[[ Source information, beginning ]]

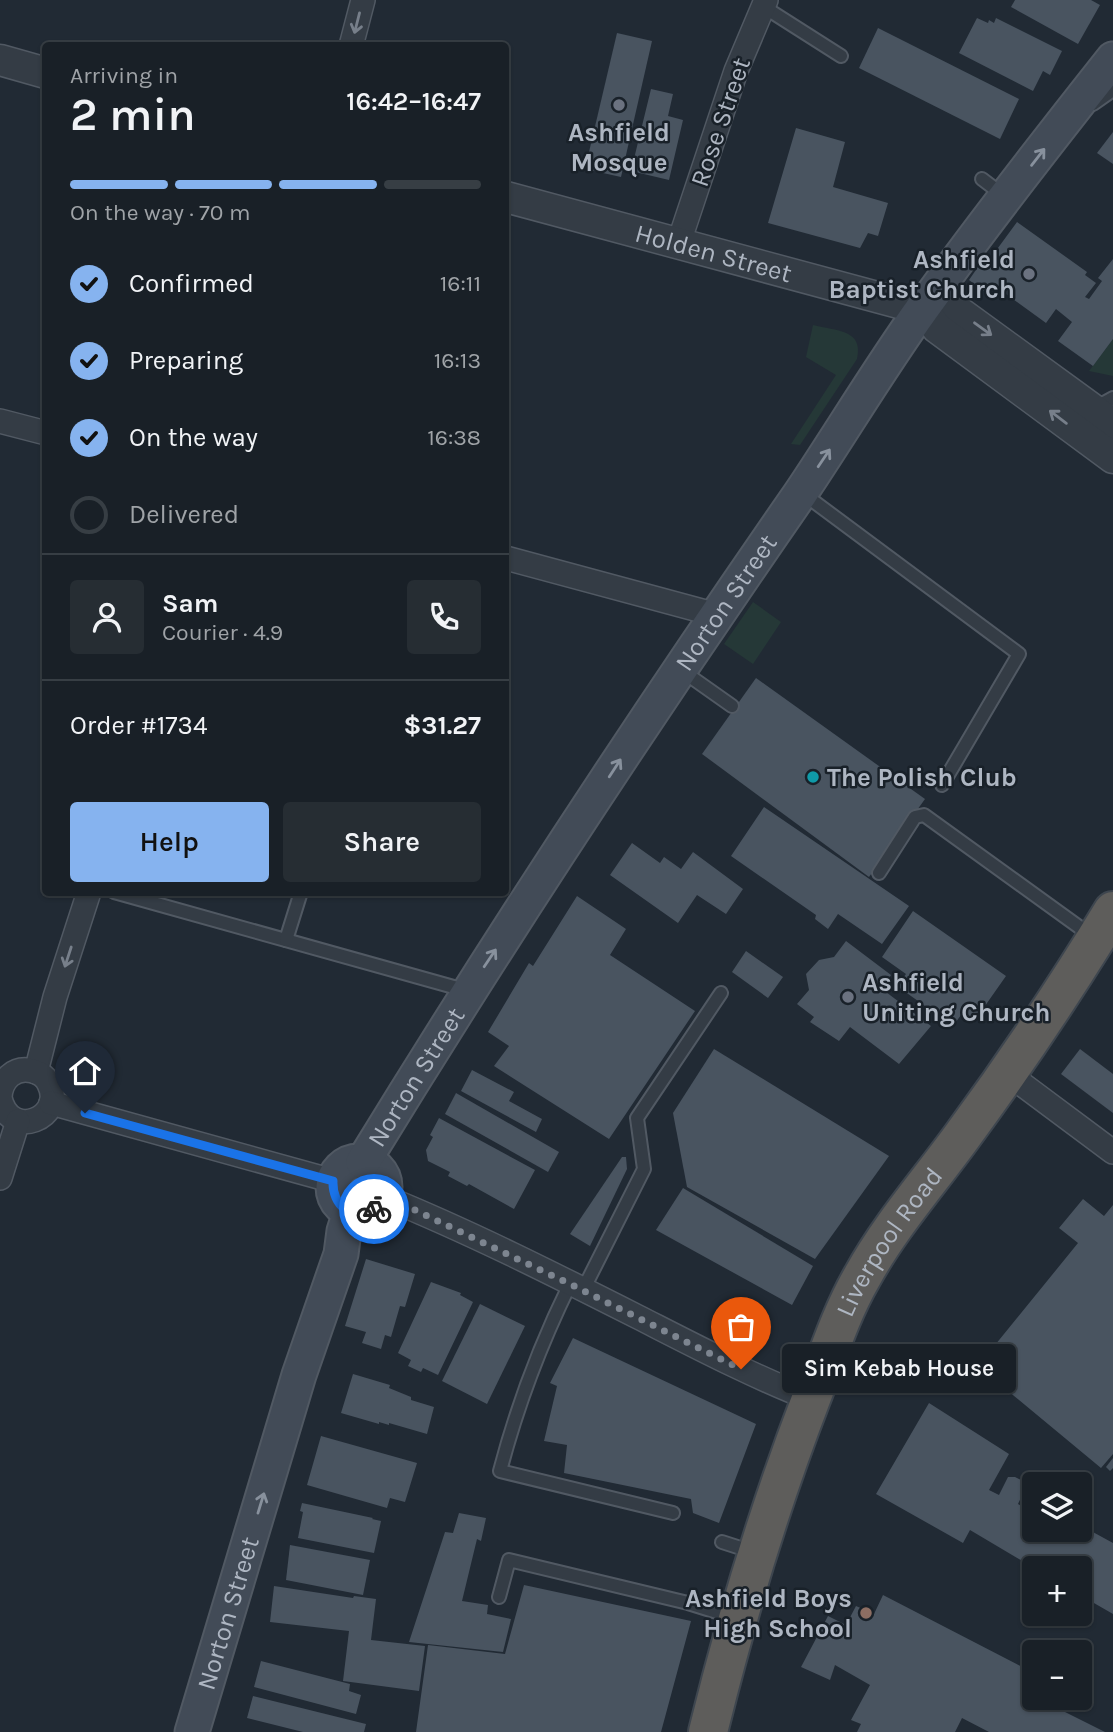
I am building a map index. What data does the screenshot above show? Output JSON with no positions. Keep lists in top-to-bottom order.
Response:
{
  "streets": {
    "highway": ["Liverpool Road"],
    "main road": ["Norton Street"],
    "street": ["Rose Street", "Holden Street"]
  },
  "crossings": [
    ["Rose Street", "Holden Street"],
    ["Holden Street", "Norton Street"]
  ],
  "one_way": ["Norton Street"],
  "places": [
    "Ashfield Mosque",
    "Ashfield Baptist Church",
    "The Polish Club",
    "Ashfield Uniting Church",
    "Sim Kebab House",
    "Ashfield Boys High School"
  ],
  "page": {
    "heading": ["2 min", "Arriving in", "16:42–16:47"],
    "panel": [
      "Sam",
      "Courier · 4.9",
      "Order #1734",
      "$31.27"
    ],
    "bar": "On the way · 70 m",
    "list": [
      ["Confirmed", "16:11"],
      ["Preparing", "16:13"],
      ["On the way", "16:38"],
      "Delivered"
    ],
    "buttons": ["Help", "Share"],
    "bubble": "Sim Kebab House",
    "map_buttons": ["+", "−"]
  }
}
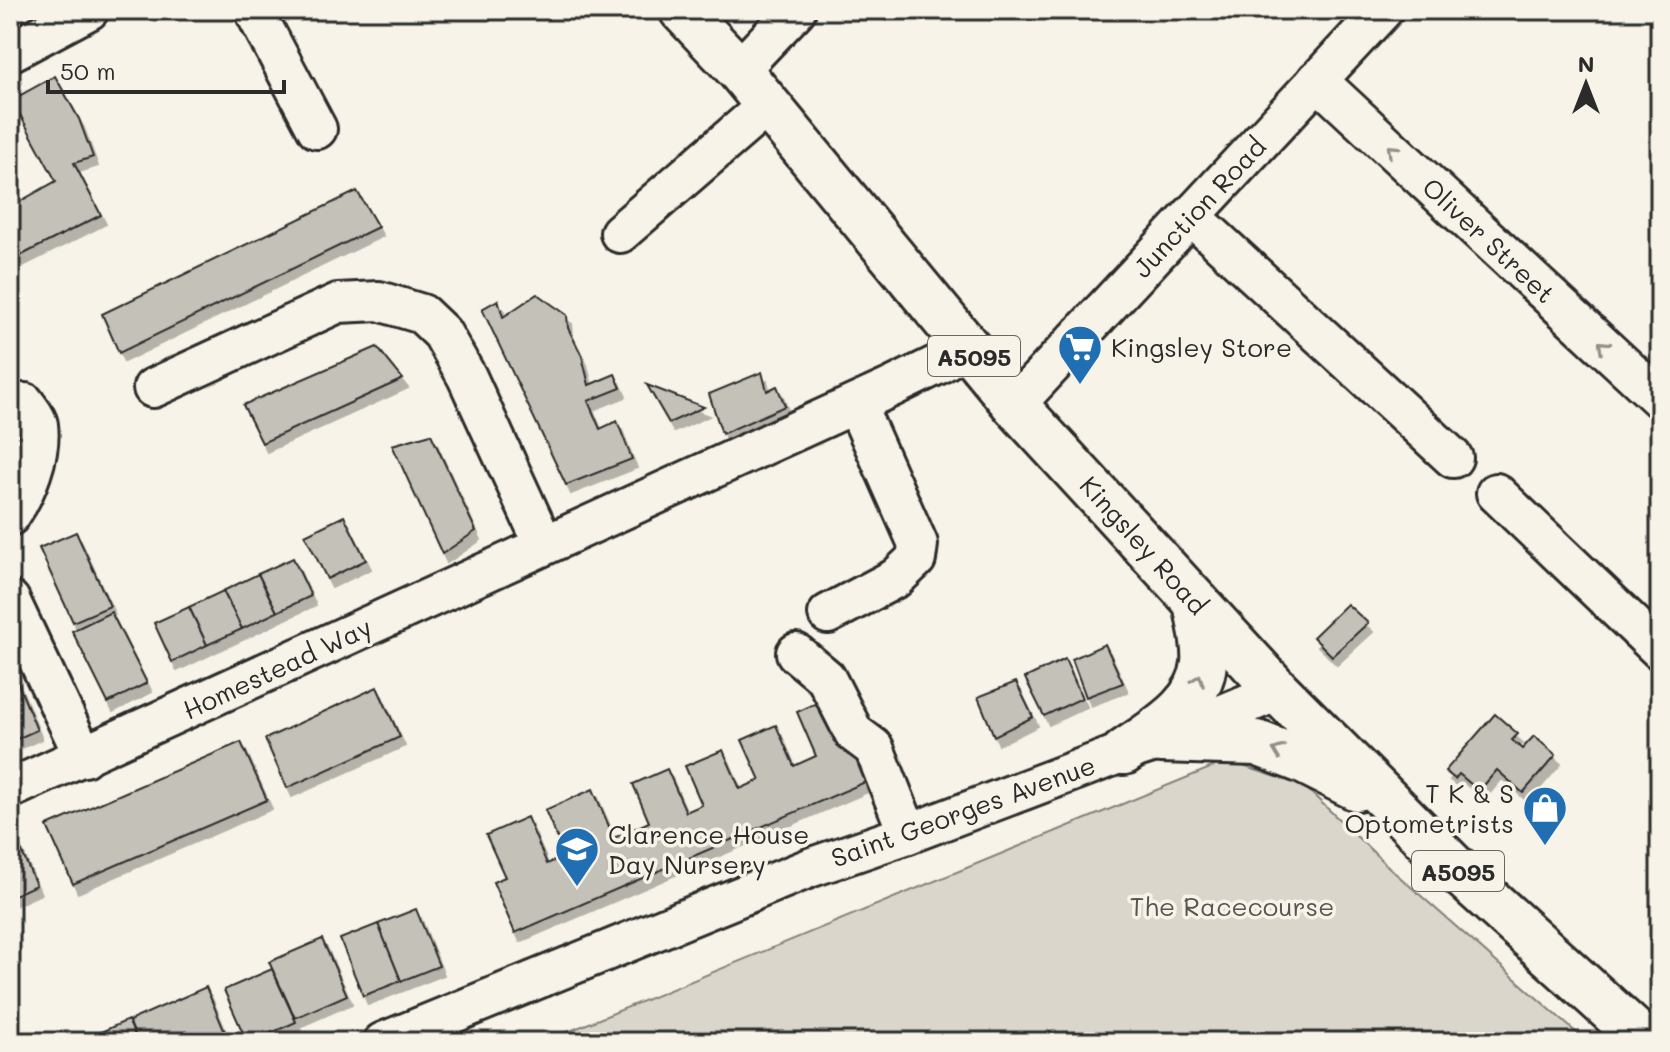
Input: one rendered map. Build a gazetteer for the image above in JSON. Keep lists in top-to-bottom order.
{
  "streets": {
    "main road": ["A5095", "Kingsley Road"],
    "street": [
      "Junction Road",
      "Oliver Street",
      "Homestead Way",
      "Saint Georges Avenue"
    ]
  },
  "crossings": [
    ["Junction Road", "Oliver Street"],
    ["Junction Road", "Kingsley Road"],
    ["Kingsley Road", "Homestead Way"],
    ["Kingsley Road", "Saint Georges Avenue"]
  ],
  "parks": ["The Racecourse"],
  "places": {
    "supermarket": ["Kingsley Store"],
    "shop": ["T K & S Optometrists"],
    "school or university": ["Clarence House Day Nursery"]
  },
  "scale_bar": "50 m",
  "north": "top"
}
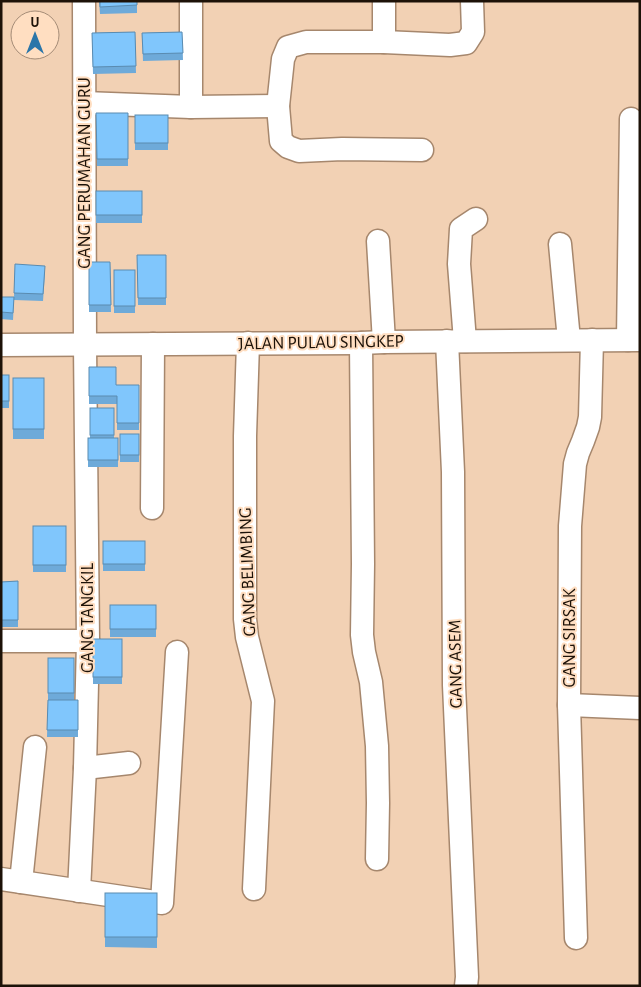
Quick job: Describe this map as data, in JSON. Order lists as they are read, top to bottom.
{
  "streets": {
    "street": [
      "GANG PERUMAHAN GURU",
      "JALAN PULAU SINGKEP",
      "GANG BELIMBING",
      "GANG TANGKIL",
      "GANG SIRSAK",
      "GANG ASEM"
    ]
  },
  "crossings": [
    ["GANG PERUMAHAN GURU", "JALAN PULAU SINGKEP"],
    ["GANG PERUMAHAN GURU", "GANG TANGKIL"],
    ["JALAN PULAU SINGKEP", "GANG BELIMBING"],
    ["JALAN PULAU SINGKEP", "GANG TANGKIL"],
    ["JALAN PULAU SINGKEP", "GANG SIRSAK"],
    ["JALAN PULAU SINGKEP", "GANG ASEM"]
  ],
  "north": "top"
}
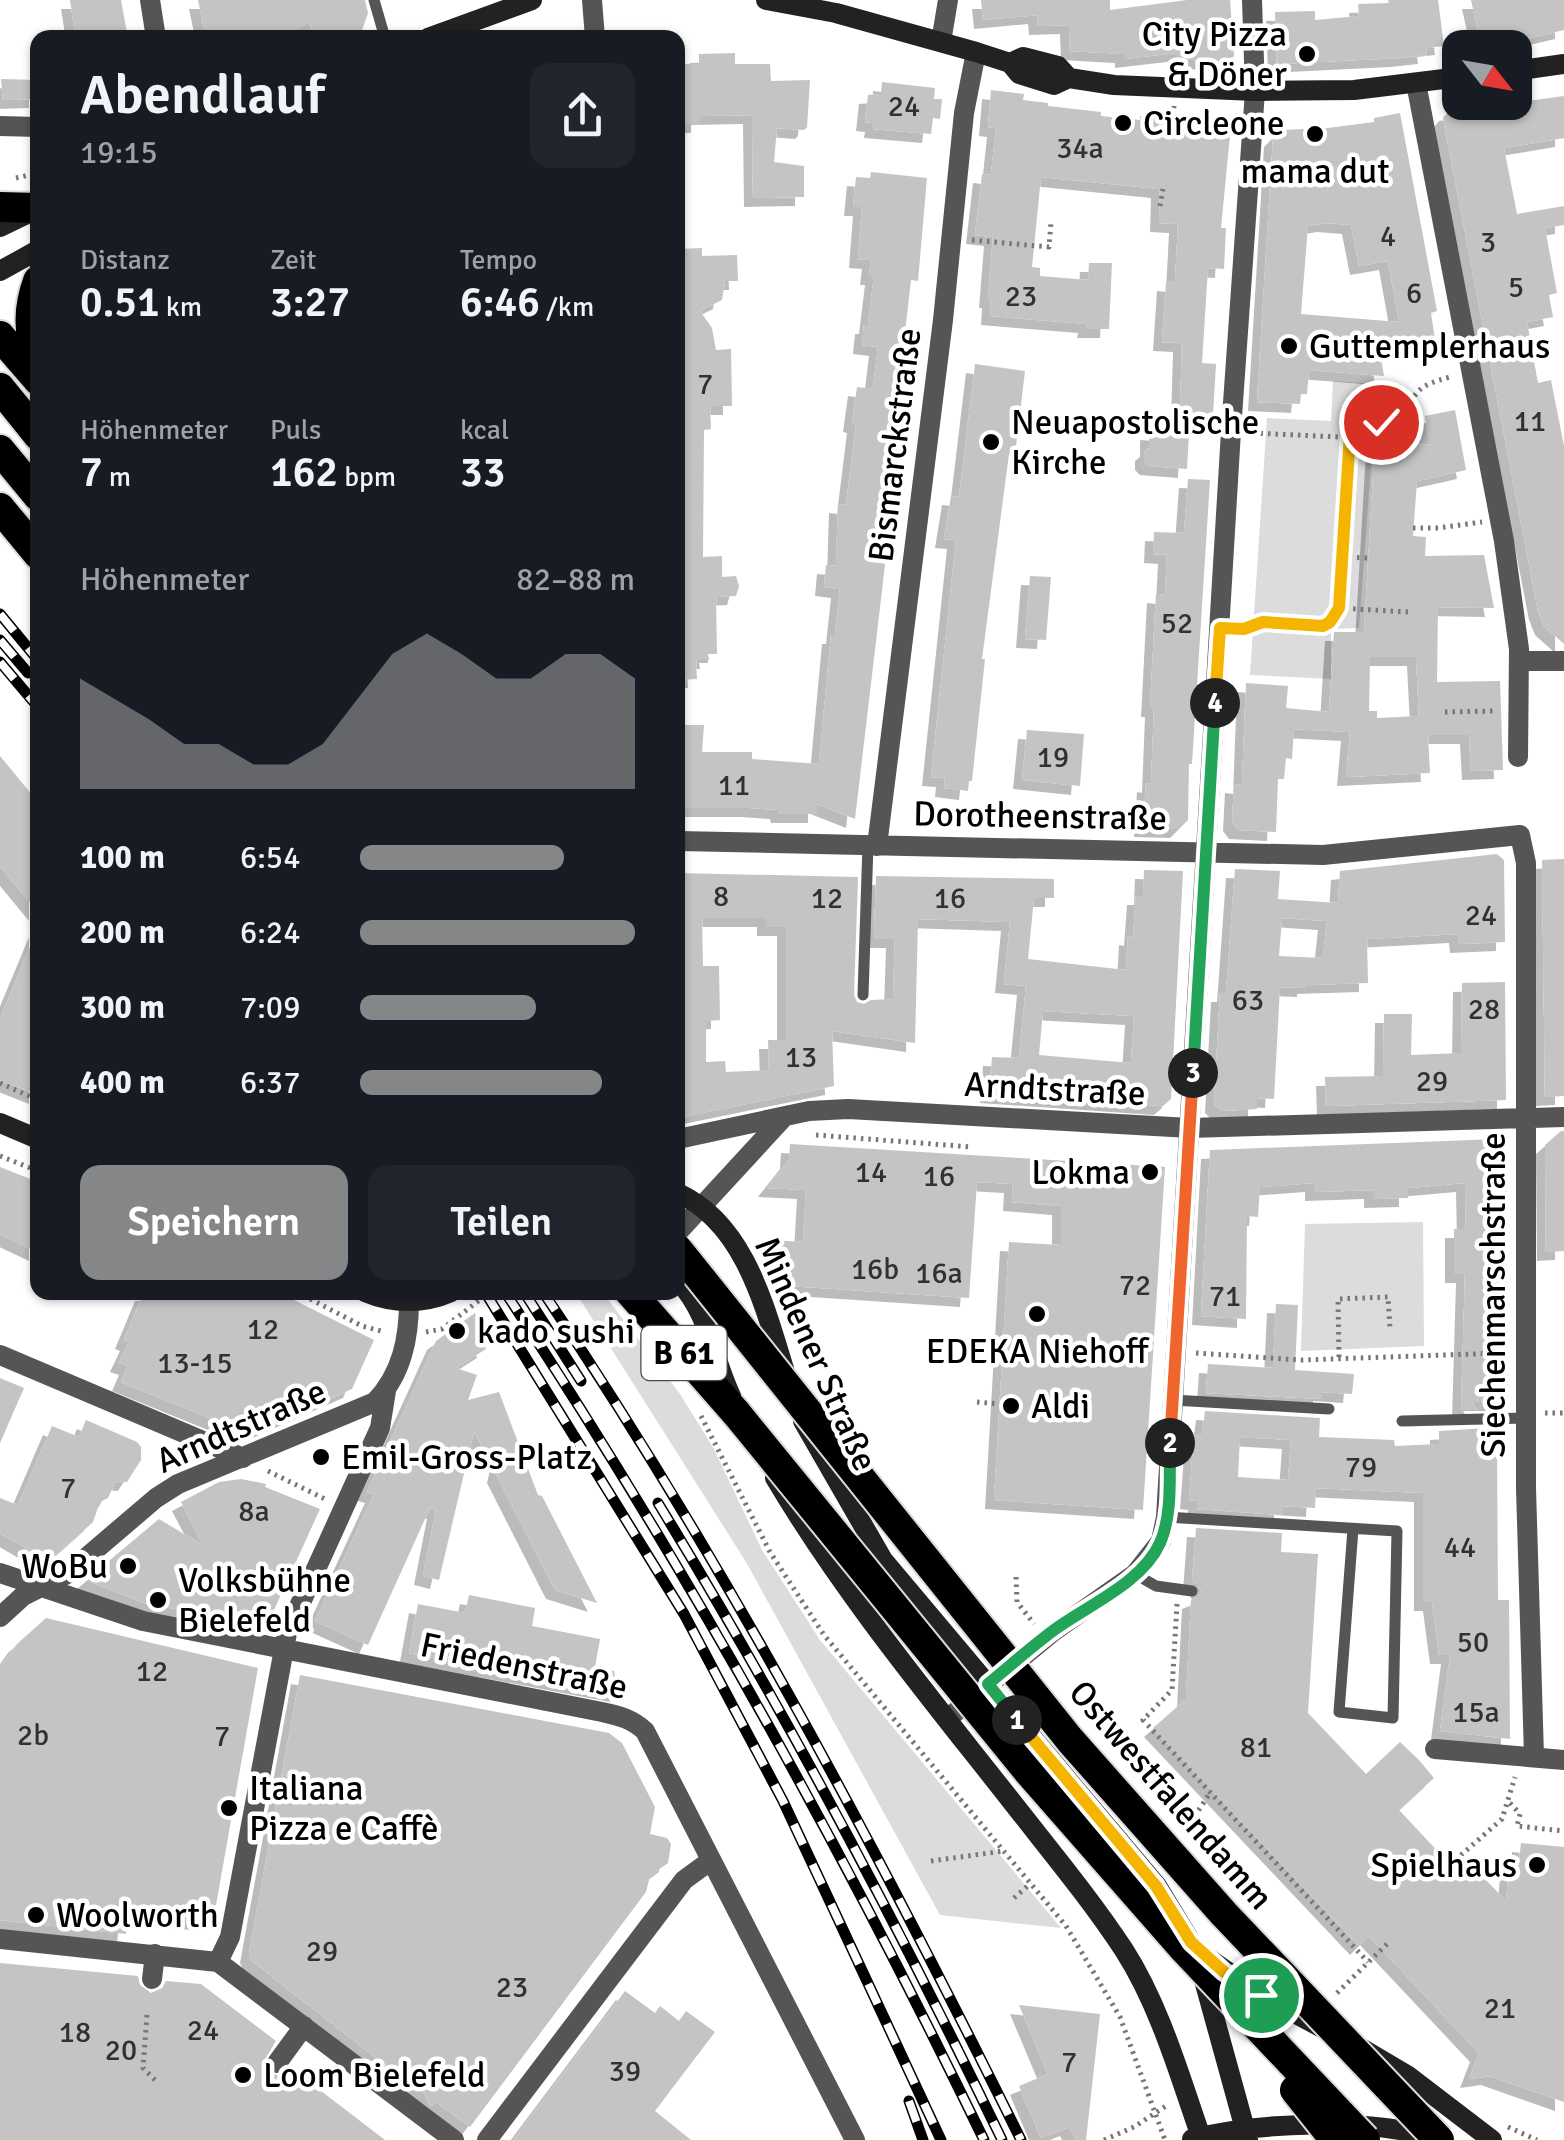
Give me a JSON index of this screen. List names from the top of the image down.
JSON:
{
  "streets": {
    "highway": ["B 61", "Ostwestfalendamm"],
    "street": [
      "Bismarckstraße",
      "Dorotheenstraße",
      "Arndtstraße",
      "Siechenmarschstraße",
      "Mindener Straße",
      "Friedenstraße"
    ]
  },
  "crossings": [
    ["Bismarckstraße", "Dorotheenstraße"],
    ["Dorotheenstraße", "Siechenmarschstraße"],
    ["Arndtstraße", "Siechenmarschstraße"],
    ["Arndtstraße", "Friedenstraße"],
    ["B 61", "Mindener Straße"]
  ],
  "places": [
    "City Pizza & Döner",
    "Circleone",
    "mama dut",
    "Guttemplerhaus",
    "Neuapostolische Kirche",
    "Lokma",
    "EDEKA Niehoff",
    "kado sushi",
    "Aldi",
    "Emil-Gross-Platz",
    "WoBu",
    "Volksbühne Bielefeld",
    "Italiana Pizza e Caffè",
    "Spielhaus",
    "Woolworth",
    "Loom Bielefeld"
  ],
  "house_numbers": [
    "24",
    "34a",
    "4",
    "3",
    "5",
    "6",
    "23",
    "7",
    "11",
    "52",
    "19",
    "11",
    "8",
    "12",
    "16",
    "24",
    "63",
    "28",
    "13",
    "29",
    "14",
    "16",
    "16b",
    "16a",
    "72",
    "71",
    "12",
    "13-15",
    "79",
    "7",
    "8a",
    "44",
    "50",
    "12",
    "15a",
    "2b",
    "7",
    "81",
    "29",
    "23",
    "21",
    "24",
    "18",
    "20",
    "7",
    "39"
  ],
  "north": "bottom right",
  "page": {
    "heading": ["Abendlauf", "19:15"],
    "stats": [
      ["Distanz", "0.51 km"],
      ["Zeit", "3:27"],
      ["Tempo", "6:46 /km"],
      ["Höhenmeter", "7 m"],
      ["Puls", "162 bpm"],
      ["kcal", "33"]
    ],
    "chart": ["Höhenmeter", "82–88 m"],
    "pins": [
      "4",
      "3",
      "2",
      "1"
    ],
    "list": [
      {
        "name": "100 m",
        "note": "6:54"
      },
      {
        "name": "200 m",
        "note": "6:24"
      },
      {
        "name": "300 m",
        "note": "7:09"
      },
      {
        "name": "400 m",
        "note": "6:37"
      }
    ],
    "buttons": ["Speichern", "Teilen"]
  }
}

[[ Source information, end ]]

— Exercise instructions —
From the records above, copy only the lines running from the line holding "Quick job: Describe" through the line holding "Give me a JSON", with no pictures.

— Output of the exercise —
Quick job: Describe this map as data, in JSON. Order lists as they are read, top to bottom.
{
  "streets": {
    "street": [
      "GANG PERUMAHAN GURU",
      "JALAN PULAU SINGKEP",
      "GANG BELIMBING",
      "GANG TANGKIL",
      "GANG SIRSAK",
      "GANG ASEM"
    ]
  },
  "crossings": [
    ["GANG PERUMAHAN GURU", "JALAN PULAU SINGKEP"],
    ["GANG PERUMAHAN GURU", "GANG TANGKIL"],
    ["JALAN PULAU SINGKEP", "GANG BELIMBING"],
    ["JALAN PULAU SINGKEP", "GANG TANGKIL"],
    ["JALAN PULAU SINGKEP", "GANG SIRSAK"],
    ["JALAN PULAU SINGKEP", "GANG ASEM"]
  ],
  "north": "top"
}
Give me a JSON index of this screen. List names from the top of the image down.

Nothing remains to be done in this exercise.